Die 900-MHz-Netze sind in allen vier Gebieten relativ gut ausgebaut.

Andorra

Das Fürstentum, dessen Herrscher seit 1278 das französische Staatsoberhaupt und der Bischof des spanischen Urgel sind, erlangte erst 1993 seine volle Souveränität. Der Staat ist mit 467,7 km² grösser als das kleinste österreichische Bundesland (Wien mit 415 km²) und deutlich grösser als der kleinste (Halb-)Kanton in der Schweiz (Basel-Stadt mit 37 km²).

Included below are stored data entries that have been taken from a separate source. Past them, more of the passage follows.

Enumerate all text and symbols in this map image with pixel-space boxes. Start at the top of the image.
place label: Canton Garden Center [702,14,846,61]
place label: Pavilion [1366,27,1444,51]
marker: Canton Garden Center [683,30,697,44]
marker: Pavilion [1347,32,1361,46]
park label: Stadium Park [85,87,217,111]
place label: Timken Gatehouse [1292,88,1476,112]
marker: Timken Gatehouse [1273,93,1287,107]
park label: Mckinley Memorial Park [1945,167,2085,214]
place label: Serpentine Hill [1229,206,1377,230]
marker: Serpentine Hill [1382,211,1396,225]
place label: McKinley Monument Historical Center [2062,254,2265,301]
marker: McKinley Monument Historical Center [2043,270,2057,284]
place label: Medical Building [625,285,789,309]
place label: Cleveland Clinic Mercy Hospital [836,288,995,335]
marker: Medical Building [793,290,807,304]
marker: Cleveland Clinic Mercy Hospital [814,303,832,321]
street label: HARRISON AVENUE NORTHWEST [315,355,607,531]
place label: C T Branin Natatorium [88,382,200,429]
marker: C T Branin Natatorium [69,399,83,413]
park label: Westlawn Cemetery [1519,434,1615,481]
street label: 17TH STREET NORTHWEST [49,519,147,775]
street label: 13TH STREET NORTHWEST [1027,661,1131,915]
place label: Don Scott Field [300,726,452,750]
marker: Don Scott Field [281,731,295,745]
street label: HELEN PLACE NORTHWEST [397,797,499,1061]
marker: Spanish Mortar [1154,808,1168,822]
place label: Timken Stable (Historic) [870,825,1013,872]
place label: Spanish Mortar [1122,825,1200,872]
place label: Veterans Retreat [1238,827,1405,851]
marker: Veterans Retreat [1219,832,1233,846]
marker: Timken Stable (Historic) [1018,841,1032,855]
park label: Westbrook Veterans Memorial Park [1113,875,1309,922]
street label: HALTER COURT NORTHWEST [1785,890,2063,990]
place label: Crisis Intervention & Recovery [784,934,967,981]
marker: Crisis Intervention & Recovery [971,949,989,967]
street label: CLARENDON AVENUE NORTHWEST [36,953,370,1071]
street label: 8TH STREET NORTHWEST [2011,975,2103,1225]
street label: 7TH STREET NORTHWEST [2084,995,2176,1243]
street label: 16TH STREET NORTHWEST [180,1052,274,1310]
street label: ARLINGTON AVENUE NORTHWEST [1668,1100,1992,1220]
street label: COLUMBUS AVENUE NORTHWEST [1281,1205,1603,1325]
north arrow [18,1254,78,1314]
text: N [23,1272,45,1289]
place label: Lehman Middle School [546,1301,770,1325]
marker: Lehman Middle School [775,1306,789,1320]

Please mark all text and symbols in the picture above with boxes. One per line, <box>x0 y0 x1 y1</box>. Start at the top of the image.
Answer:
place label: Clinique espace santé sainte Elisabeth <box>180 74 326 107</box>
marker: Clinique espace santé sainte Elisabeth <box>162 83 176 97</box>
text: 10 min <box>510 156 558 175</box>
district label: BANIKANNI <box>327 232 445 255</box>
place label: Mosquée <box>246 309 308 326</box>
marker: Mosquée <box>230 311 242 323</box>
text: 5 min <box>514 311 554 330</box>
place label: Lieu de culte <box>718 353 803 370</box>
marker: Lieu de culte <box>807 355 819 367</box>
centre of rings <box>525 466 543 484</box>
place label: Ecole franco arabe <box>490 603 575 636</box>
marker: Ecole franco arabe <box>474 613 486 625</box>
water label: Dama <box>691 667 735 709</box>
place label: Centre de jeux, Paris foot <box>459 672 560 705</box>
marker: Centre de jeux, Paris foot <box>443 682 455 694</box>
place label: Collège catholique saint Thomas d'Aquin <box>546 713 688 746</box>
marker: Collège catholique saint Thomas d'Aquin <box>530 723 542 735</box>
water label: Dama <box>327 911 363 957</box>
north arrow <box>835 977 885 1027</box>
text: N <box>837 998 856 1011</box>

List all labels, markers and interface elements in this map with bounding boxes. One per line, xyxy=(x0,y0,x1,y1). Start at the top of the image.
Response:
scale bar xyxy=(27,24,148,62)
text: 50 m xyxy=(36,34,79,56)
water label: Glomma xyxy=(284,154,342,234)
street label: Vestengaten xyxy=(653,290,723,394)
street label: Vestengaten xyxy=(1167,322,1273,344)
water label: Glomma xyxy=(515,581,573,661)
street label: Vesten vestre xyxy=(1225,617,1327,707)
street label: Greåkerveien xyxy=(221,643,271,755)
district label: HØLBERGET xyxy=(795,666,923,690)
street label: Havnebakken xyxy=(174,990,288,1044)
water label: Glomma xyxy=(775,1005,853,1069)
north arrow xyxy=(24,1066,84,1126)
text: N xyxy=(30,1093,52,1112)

Ob der Start des eigenen GSM-Netzes im März 1995 eine Art Demonstration der neu gewonnenen vollen Unabhängigkeit darstellte, bleibt dahingestellt. Sicher ist jedenfalls, dass dieses Netz den aus sieben Pyrenäentälern bestehenden gebirgigen Staat recht gut abdeckt. Der Betrieb des «Mobiland» genannten Netzes erfolgt durch die Andorranische Telefongesellschaft S.T.A.

Gibraltar

Seit 1713 ist Gibraltar britisch. Der einzige Teil Spaniens, der im «Spanischen Erbfolgekrieg» nicht an die französischen Bourbonen fiel. Für historisch weniger Informierte: Damals versuchte Karl, der Vater Maria Theresias, seinen Anspruch auf den spanischen Thron, der durch das Aussterben der spanischen Habsburger vakant geworden war, mit britischer Hilfe durchzusetzen. 1830 wurde die eigentlich nur aus einem Felsen bestehende Halbinsel britische Kolonie. Was sonst immer wieder gefordert wird - Unabhängigkeit oder Rückgabe an das Stammland -, ist für die Einwohner von Gibraltar kein Thema: Ein Bruttosozialprodukt von rund 17'500 Euro (etwa 28'000 Franken) in Gibraltar und rund 12'400 Euro (etwa 19'800 Franken) pro Kopf sind ein klares Argument. Ausserdem würde Gibraltar bei einer Rückkehr zu Spanien seine Vorteile als Steuerparadies sofort verlieren.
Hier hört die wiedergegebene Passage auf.